RAG Corpus Chunking Strategy
Splitting documents at H2 headings with stable IDs and content hashes produces predictable, debuggable chunks that support incremental re-indexing.
Tags
RAG Corpus Chunking Strategy
The Lesson
When chunking documents for RAG retrieval, split at semantic boundaries the author already created (headings) rather than at arbitrary token counts. Assign deterministic chunk IDs and compute content hashes so that re-indexing can detect what changed without re-embedding everything.
Context
A lessons library of 116 markdown documents needed to be chunked for vector search. Each lesson is a standalone markdown file with an H1 title, optional H2 sections, and YAML frontmatter (title, summary, tags, repo source). The chunks feed into a RAG chatbot that retrieves relevant excerpts, cites sources by lesson title, and builds grounded answers. The corpus is rebuilt on every CI run (daily + on push), so re-indexing performance matters.
What Happened
- Chose H2 headings as the split boundary. Each lesson's content before the first H2 becomes chunk 0 (labeled "Introduction"). Each H2 section becomes a subsequent chunk. H3 and deeper headings stay within their parent H2 chunk — splitting on every heading would create fragments too small for meaningful retrieval.
- Assigned chunk IDs as
{lesson_id}-{chunk_index}wherechunk_indexis the position within the lesson (0 for intro, 1+ for sections). This is deterministic: the same lesson content always produces the same IDs, regardless of when or where the build runs. - Each chunk carries a heading path breadcrumb (e.g., "Git Basics > Branching") so the RAG prompt builder can tell the LLM where in a lesson the excerpt came from. This improves citation quality — the model can say "according to the Branching section of Git Basics" rather than just "according to Git Basics."
- Computed a SHA-256 content hash (truncated to 16 hex chars) of each chunk's text. The hash is stored in the chunk metadata. On re-indexing, the embedder can compare hashes against the vector store's existing metadata to skip unchanged chunks. This infrastructure exists but isn't wired yet — the current embedder does a full re-index every time.
- Token count is estimated as
word_count * 1.33(approximately 0.75 tokens per word), with a minimum of 1. The corpus validator warns if any chunk exceeds 5,000 estimated tokens but doesn't fail the build. In practice, 793 chunks from 116 lessons averaged well under 1,000 tokens. - The corpus builder outputs two files:
rag-chunks.json(the chunks) andrag-manifest.json(statistics: total lessons, chunks, skipped empty lessons, average tokens). The manifest is a build artifact for monitoring corpus drift over time.
Key Insights
Author-defined boundaries beat arbitrary token windows. H2 headings are where the author decided to change topics. A chunk that spans "## Setup" and half of "## Configuration" is semantically incoherent. A chunk that is exactly "## Setup" is a self-contained unit. The trade-off is variable chunk size — some sections are 50 words, others are 2,000.

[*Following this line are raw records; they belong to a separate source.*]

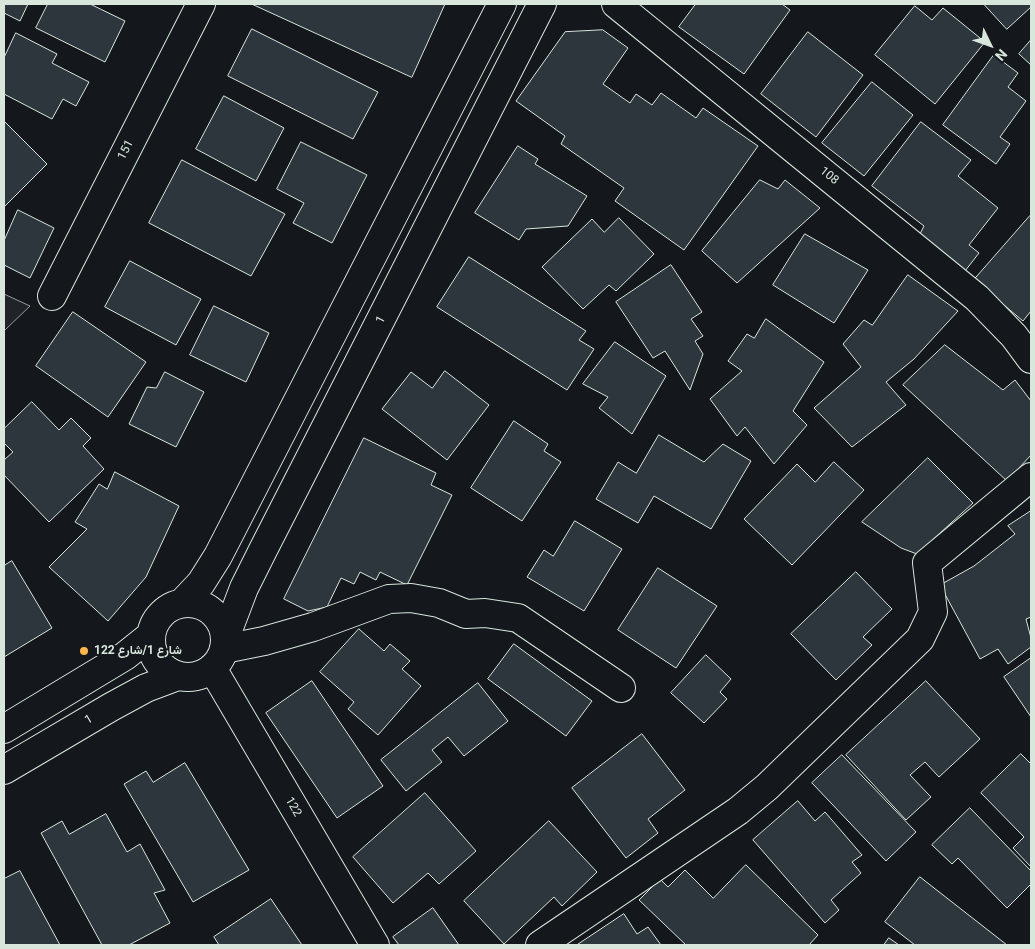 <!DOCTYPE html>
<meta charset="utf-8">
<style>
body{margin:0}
#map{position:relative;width:1035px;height:949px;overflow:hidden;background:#14181c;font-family:Roboto,sans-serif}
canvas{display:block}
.frame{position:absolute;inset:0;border:5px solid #d8e6dc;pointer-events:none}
.north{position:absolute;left:965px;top:20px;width:50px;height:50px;-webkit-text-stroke:4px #14181c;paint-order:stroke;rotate:132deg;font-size:14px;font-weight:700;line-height:20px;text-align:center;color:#d8e6dc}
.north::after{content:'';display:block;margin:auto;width:18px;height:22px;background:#d8e6dc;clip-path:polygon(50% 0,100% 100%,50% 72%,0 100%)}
</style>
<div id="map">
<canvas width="1035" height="949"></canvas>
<div class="frame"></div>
<div class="north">N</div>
</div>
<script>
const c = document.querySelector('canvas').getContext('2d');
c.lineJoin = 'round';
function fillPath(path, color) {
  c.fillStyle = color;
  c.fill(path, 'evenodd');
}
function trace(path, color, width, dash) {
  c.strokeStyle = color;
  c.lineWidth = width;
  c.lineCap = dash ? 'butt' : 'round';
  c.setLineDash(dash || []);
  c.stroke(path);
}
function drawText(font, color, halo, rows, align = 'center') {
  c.font = font + ' Roboto,Vazirmatn,sans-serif';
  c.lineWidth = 4;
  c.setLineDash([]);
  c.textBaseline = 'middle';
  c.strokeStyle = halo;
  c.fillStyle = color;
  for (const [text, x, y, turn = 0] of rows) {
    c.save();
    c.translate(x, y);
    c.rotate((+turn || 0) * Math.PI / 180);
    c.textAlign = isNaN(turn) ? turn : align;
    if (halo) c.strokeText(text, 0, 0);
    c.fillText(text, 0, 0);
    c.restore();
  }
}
const green = new Path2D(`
 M 4,294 L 30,306 L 4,331 Z`);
const building = new Path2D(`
 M 4,4 L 28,4 L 20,21 L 4,13 Z
 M 48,4 L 90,4 L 125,21 L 105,62 L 36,28 Z
 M 252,4 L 445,4 L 412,77 Z
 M 696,4 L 782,4 L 790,10 L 744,74 L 679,27 Z
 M 984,4 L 1031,4 L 1031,7 L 1007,29 Z
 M 915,6 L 932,20 L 943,8 L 985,42 L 935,104 L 875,55 Z
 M 252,29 L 378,92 L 353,139 L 228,76 Z
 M 603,30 L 628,48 L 603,84 L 630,103 L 636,94 L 652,105 L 661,93 L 696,118 L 703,108 L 758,146 L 684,250 L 615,201 L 624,188 L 561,144 L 565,136 L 516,101 L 565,32 Z
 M 808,32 L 863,75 L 816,137 L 761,94 Z
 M 16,33 L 57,54 L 52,63 L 89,82 L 76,106 L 63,99 L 52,119 L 4,94 L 4,58 Z
 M 1031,40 L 1031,65 L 1019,54 Z
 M 994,55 L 1018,73 L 1008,87 L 1026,101 L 1000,137 L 1010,144 L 996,164 L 943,125 Z
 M 872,82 L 913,115 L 864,176 L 822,143 Z
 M 224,96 L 284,128 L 256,181 L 196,149 Z
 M 4,121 L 47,164 L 4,207 Z
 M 921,122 L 971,160 L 958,176 L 998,208 L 969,245 L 979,253 L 965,271 L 919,236 L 924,226 L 872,186 Z
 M 301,142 L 367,175 L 332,243 L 293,223 L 304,203 L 277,189 Z
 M 518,146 L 538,159 L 535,164 L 587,196 L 568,226 L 526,229 L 519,240 L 475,213 Z
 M 182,160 L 285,214 L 251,276 L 149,223 Z
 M 760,180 L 778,189 L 785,180 L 820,208 L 737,283 L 702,251 Z
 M 18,210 L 54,228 L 30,278 L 4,265 L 4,241 Z
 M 1030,216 L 1031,217 L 1031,311 L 1023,321 L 974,280 Z
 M 619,218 L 654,254 L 616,291 L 609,285 L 583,309 L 542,267 L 592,219 L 604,232 Z
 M 805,234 L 868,270 L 834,323 L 773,285 Z
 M 469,257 L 586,331 L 579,340 L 594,349 L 567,390 L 437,307 Z
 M 130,261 L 201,299 L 176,345 L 105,307 Z
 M 671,265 L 702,312 L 691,319 L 703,336 L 695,341 L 703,354 L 690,390 L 665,351 L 653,358 L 616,302 Z
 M 908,275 L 958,311 L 914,359 L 886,382 L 906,405 L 852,447 L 814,408 L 861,367 L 843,344 L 864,320 L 872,325 Z
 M 214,306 L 269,333 L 246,382 L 190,355 Z
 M 73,312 L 146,362 L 108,417 L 36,366 Z
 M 766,319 L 824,362 L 793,411 L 807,425 L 774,464 L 745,427 L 737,436 L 710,399 L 742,371 L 728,361 L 747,334 L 754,338 Z
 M 615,342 L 666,376 L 632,434 L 599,408 L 608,397 L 583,384 Z
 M 945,345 L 1003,390 L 1015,380 L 1031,401 L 1031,455 L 1007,481 L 903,385 Z
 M 445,371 L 489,405 L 447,460 L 382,409 L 411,372 L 432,388 Z
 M 165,372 L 204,392 L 176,447 L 129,424 L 147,387 L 156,388 Z
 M 32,402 L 59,430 L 71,418 L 91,438 L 83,446 L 104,469 L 49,522 L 4,475 L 4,460 L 13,452 L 4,443 L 4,429 Z
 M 514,421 L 548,444 L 544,451 L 561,462 L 522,521 L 471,488 Z
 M 659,435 L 704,462 L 723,444 L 751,461 L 711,529 L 654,496 L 638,523 L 596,499 L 618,462 L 636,473 Z
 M 364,438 L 436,473 L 431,485 L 452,495 L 407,585 L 380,572 L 376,580 L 360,572 L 354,584 L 341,578 L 327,607 L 308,611 L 284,599 Z
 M 928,458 L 973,503 L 917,554 L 901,548 L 862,522 Z
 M 834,462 L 864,490 L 792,565 L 744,519 L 797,464 L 815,482 Z
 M 115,472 L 179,506 L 146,577 L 108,621 L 49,567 L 87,529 L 75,522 L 99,484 L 107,489 Z
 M 1031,511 L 1031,617 L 1026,619 L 1031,638 L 1031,647 L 1008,664 L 998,649 L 980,659 L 940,585 L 974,566 L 1015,534 L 1008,526 Z
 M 575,521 L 622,549 L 584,611 L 527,577 L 544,550 L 553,556 Z
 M 12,561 L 52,628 L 4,657 L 4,566 Z
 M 658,568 L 717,606 L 676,668 L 618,630 Z
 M 856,572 L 892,609 L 863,637 L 872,645 L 836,680 L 791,634 Z
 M 359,629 L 384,651 L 390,644 L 410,661 L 402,669 L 421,686 L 378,735 L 348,709 L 354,702 L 320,672 Z
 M 514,644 L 592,701 L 566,736 L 488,679 Z
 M 706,655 L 731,679 L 720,692 L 727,699 L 704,723 L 671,693 Z
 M 1031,658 L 1031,717 L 1004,677 Z
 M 312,681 L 383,786 L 337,818 L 266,713 Z
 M 926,681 L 980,739 L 939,777 L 925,762 L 910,775 L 931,797 L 906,820 L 846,755 Z
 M 478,683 L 508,721 L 464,756 L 448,737 L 432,750 L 442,762 L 406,791 L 381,760 Z
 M 642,734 L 685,790 L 648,819 L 658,833 L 626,858 L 572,788 Z
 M 1021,754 L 1031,764 L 1031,867 L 1013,848 L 1024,837 L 981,793 Z
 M 842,755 L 916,832 L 886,861 L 812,783 Z
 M 185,763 L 249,870 L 193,902 L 124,784 L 146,771 L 153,782 Z
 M 425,793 L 476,851 L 439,884 L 428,873 L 393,903 L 353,857 Z
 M 798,801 L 815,821 L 825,812 L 862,855 L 852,862 L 861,873 L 831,900 L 839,910 L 825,923 L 753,840 Z
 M 970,808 L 1031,871 L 1031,884 L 1007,908 L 958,858 L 952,864 L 932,845 Z
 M 106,814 L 127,852 L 140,844 L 165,890 L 154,893 L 170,923 L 129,945 L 102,945 L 41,833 L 62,821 L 69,834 Z
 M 549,821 L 597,872 L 562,906 L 554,897 L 504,944 L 464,901 Z
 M 746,865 L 818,935 L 809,945 L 686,945 L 639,900 L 660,879 L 668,887 L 685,870 L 713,898 Z
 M 20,871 L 60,945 L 4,945 L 4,879 Z
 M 920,877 L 1007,945 L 915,945 L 885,922 Z
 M 271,899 L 302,945 L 219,945 L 214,937 Z
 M 433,908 L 459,945 L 399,945 L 393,937 Z
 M 624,914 L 637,934 L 648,927 L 661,945 L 577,945 Z
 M 889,938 L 899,945 L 884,945 Z`);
const minor = new Path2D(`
 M 616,4 L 977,298 L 1014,336 L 1031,359
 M 52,296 L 201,4
 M 224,649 L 264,641 L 313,627 L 389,599 L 411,598 L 439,603 L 466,614 L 485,613 L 518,618 L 621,688
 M 212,668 L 375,945
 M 540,945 L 738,811 L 767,787 L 920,639 L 933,612 L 927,563 L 1031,477`);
const secondary = new Path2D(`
 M 183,602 L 201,583 L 218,556 L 502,4
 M151 640a37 37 0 1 1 74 0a37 37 0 1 1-74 0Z
 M 225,638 L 244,588 L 263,550 L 542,4
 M 4,729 L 125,656 L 150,636
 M 4,770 L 111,707 L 146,688 L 178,676`);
const markers = [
 [84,651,5,"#ffb74d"]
];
const streetNames = [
 ["151",126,150,-63],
 ["108",829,176,39],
 ["1",381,320,-63],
 ["1",89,720,-30],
 ["122",293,807,60]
];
const poiNames = [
 ["شارع 1/شارع 122",94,651]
];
fillPath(green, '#202428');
trace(green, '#939e99', 1);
fillPath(building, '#2c363c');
trace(building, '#d8e6dc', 1);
trace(minor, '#d8e6dc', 30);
trace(secondary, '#d8e6dc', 30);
trace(minor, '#14181c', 28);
trace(secondary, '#14181c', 28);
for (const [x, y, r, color] of markers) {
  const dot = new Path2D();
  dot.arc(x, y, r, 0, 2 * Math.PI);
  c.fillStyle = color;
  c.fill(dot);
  trace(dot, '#14181c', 2);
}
drawText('12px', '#d8e6dc', '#14181c', streetNames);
drawText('bold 12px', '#d8e6dc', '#14181c', poiNames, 'left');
</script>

Stable IDs enable diffing.
lesson-slug-0,lesson-slug-1are the same across builds if the lesson hasn't changed. This means the vector store can be updated incrementally: delete chunks whose IDs disappeared, re-embed chunks whose content hashes changed, skip the rest. Without stable IDs, every rebuild is a full re-index.Content hashes are cheap insurance. SHA-256 of the chunk text adds negligible build time but enables the most valuable optimization (incremental re-indexing). Even if you don't implement incremental re-indexing immediately, having the hashes in the data means you can add it later without rebuilding the corpus format.
Intro content needs a chunk too. Many lessons have substantial content before the first H2 — overview paragraphs, context, motivation. Dropping this content (only chunking H2 sections) loses the most general and often most useful text. Making it chunk 0 with heading path set to just the lesson title preserves it naturally.
Validation should warn, not block. A 5,000-token chunk is unusual but not necessarily wrong — some lessons have long reference sections. Warning lets the maintainer investigate; failing the build blocks deployment for a content issue. Error severity should match the consequence: empty chunks are errors (would produce nonsense embeddings), large chunks are warnings.
Examples
Input markdown:
This lesson covers Git basics.
## Branching
Create branches with `git checkout -b feature`.
## Merging
Merge with `git merge feature`.
Output chunks:
| chunk_id | chunk_index | heading_path | content |
|---|---|---|---|
git-basics-0 |
0 | "Git Basics" | "This lesson covers Git basics." |
git-basics-1 |
1 | "Git Basics > Branching" | "## Branching\n\nCreate branches..." |
git-basics-2 |
2 | "Git Basics > Merging" | "## Merging\n\nMerge with..." |
Applicability
Heading-based chunking works when:
- Documents have consistent heading structure (technical docs, tutorials, guides)
- Headings correspond to topic boundaries (not just formatting)
- Variable chunk size is acceptable (retrieval systems handle it; fixed-size-window systems may not)
Consider fixed-size windows instead when:
- Documents lack headings or use them inconsistently
- Exact token budget compliance is required (e.g., context window limits)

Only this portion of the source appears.